Тогда как в Тюбингене, Йене и Берлине со своим «я» готовы пойти на все, Гофман ограничивается еще сравнительно мелкими стычками. И все же фраза «я чувствую, что обладаю некоторым достоинством», которой он отбивается от притязаний презренной черни, уже дышит тем же самым духом, который в других местах заявляет о своей готовности перевернуть мир.
Разумеется, раздаются и скептические голоса, обращенные против по-фихтеански настроенных энтузиастов субъективного «я» и безоглядных делателей. Так, Жан Поль в 1796 году восклицал: «Ах, если каждое „я“ является родителем и творцом самого себя, то почему бы не быть ему и своим собственным ангелом смерти!» Философ и друг Гёте Фридрих Генрих Якоби приобретает известность своими критическими, благосклонно принимаемыми читающей публикой статьями, в которых пытается доказать, что субъективизм в конечном счете должен проявить свою бессодержательность. Он предостерегает от упоения субъективным «я» и нигилизмом, чреватыми тяжелым похмельем.
Но не обязательно было читать Якоби. Стоило лишь повнимательнее присмотреться к самому себе, чтобы предвидеть крушение чересчур высоко залетевшего субъективного «я». Хотя 18-летний Гофман и не читал статей Якоби, он с немалым знанием дела рассуждает: «Высокое духовное наслаждение обычно не бывает продолжительным, и когда оно заканчивается, наш дух, наша фантазия испытывают какое-то отвратительное изнеможение, а порой даже и в нашем сердце воцаряется неприятная пустота» (письмо Гиппелю от 7 декабря 1794 года).
Правда, для поэтов то, что позднее назовут «романтическим нигилизмом», отнюдь не являлось тупиком. Именно нигилистическая сторона всего этого предприятия возбуждала их воображение, что и было убедительно доказано Тиком в его раннем романе «Вильям Ловель» (1796).

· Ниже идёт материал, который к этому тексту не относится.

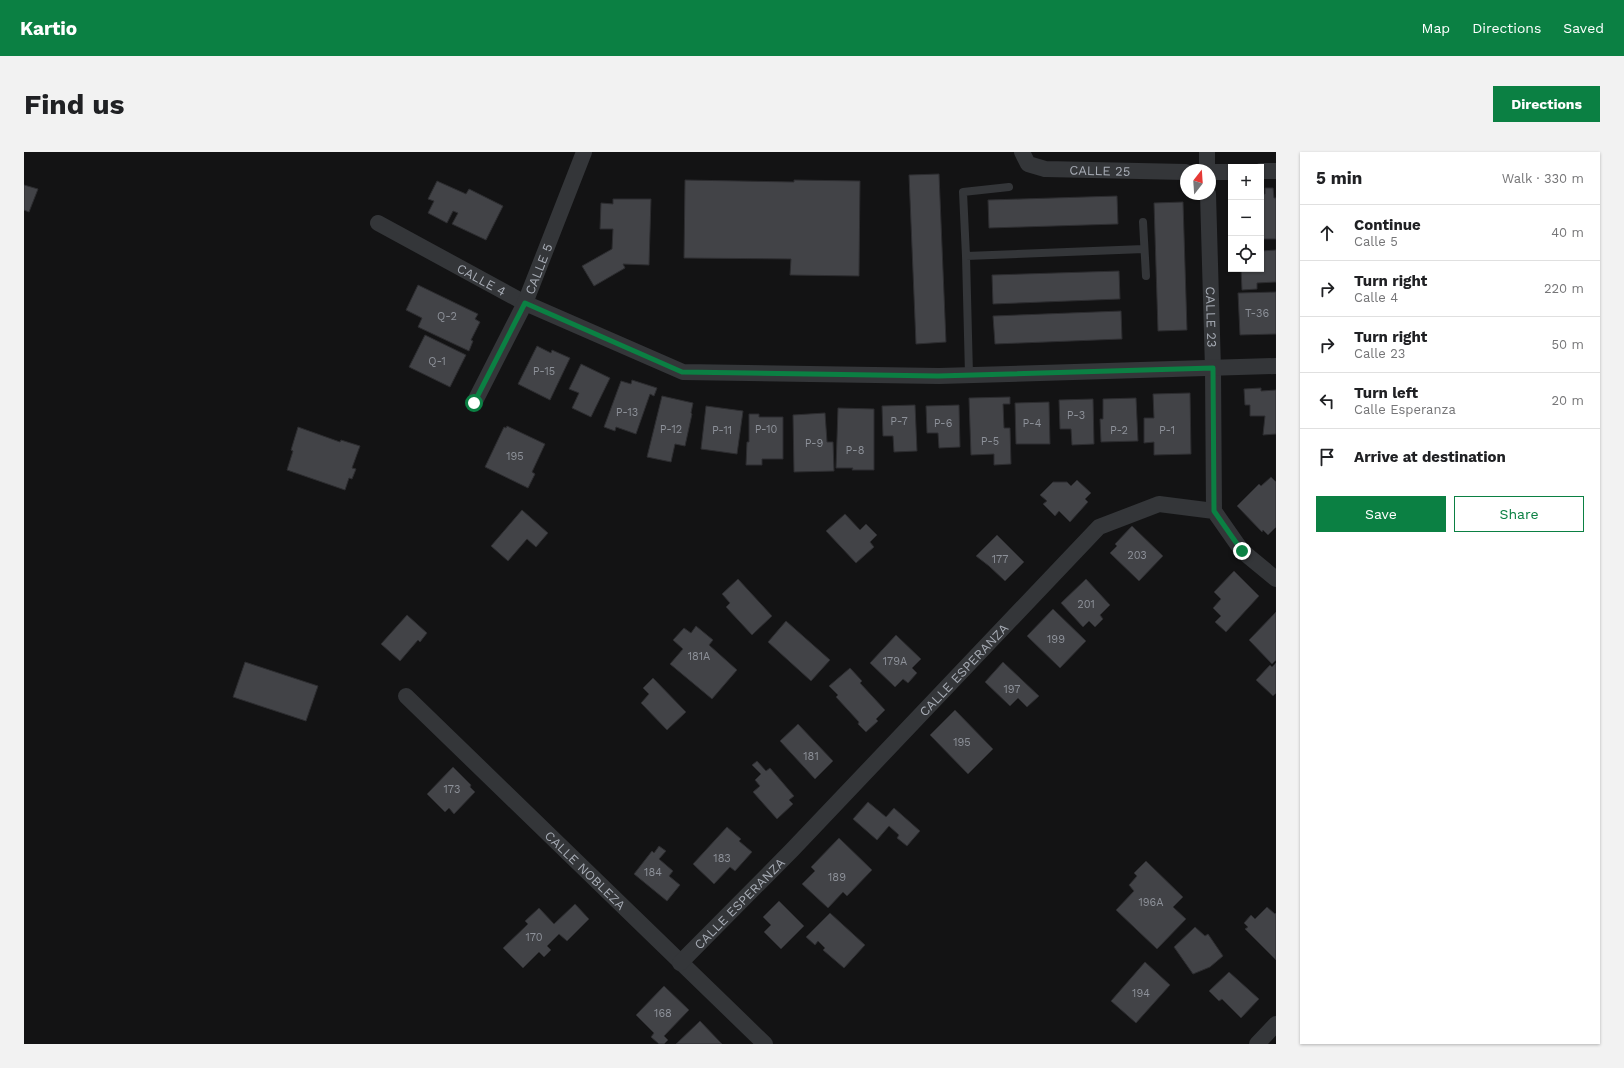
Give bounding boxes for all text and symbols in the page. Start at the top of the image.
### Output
text: Kartio [20,17,77,40]
text: Map [1422,20,1450,36]
text: Directions [1472,20,1541,36]
text: Saved [1563,20,1604,36]
button: Directions [1493,86,1600,122]
text: Find us [24,88,124,121]
street label: CALLE 25 [1069,163,1130,179]
north arrow [1180,164,1216,200]
map controls [1228,164,1264,272]
button: + [1228,164,1264,200]
text: 5 min [1316,168,1362,188]
text: Walk · 330 m [1502,171,1584,186]
button: − [1228,200,1264,236]
text: Continue [1354,216,1421,234]
icon: ahead [1316,222,1338,244]
text: 40 m [1551,225,1584,240]
text: Calle 5 [1354,234,1398,249]
button: locate [1228,236,1264,272]
street label: CALLE 5 [522,241,556,297]
street label: CALLE 4 [454,260,509,299]
text: Turn right [1354,272,1427,290]
icon: right [1316,278,1338,300]
text: 220 m [1544,281,1584,296]
street label: CALLE 23 [1203,286,1219,348]
text: Calle 4 [1354,290,1398,305]
house number: T-36 [1245,307,1269,320]
house number: Q-2 [437,310,457,323]
text: Turn right [1354,328,1427,346]
icon: right [1316,334,1338,356]
text: 50 m [1552,337,1584,352]
text: Calle 23 [1354,346,1405,361]
house number: Q-1 [428,355,446,368]
house number: P-15 [533,365,555,378]
text: Turn left [1354,384,1418,402]
icon: left [1316,390,1338,412]
text: 20 m [1552,393,1584,408]
route start [465,394,483,412]
text: Calle Esperanza [1354,402,1456,417]
house number: P-13 [616,406,638,419]
house number: P-3 [1067,409,1085,422]
house number: P-7 [890,415,908,428]
house number: P-6 [934,417,953,430]
house number: P-4 [1023,417,1042,430]
house number: P-12 [660,423,682,436]
house number: P-10 [755,423,778,436]
house number: P-11 [712,424,732,437]
house number: P-2 [1110,424,1128,437]
house number: P-1 [1159,424,1175,437]
house number: P-5 [981,435,999,448]
house number: P-9 [805,437,824,450]
house number: P-8 [846,444,865,457]
icon: arrive [1316,446,1338,468]
text: Arrive at destination [1354,448,1506,466]
house number: 195 [506,450,524,463]
button: Save [1316,496,1446,532]
button: Share [1454,496,1584,532]
route end [1233,542,1251,560]
house number: 203 [1127,549,1147,562]
house number: 177 [992,553,1008,566]
house number: 201 [1077,598,1095,611]
street label: CALLE ESPERANZA [916,620,1012,719]
house number: 199 [1047,633,1065,646]
house number: 181A [688,650,710,663]
house number: 179A [883,655,907,668]
house number: 197 [1003,683,1021,696]
house number: 195 [953,736,971,749]
house number: 181 [803,750,819,763]
house number: 173 [444,783,460,796]
street label: CALLE NOBLEZA [542,828,629,913]
house number: 183 [713,852,731,865]
street label: CALLE ESPERANZA [691,855,788,952]
house number: 184 [644,866,662,879]
house number: 189 [828,871,846,884]
house number: 196A [1138,896,1164,909]
house number: 170 [525,931,543,944]
house number: 194 [1132,987,1150,1000]
house number: 168 [654,1007,672,1020]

Мощный импульс для наслаждения собственным «я» исходил также и от Руссо. У него учились мятежному способу самовосприятия, не приемлющего социальную среду и ее условности. Чтение «Эмиля» Руссо заставило Канта забыть даже о ежедневных прогулках, а «Исповедь» сразу же сделалась культовой книгой, в том числе и для юного Гофмана, который, если верить его собственным признаниям, непрерывно читал ее. Охотно верили тому, что познание человека и его культуры, как писал Руссо, следует начинать с наблюдения над самим собой. Должно быть, точно звуки фанфар звучали в ушах публики, восприимчивой к подобного рода откровениям, первые фразы «Исповеди»: «Я один. Я читаю в собственном сердце и знаю людей. Я создан не как один из тех, кого я видел».
У читающего возникало желание быть столь же неповторимым и столь же хорошо знать себя самого, богатство собственного сердца.
К этим двум великим источникам наслаждения — литературе и собственному «я» — добавляется еще и третий: постижение тайны. С тайнами Гофман на короткой ноге.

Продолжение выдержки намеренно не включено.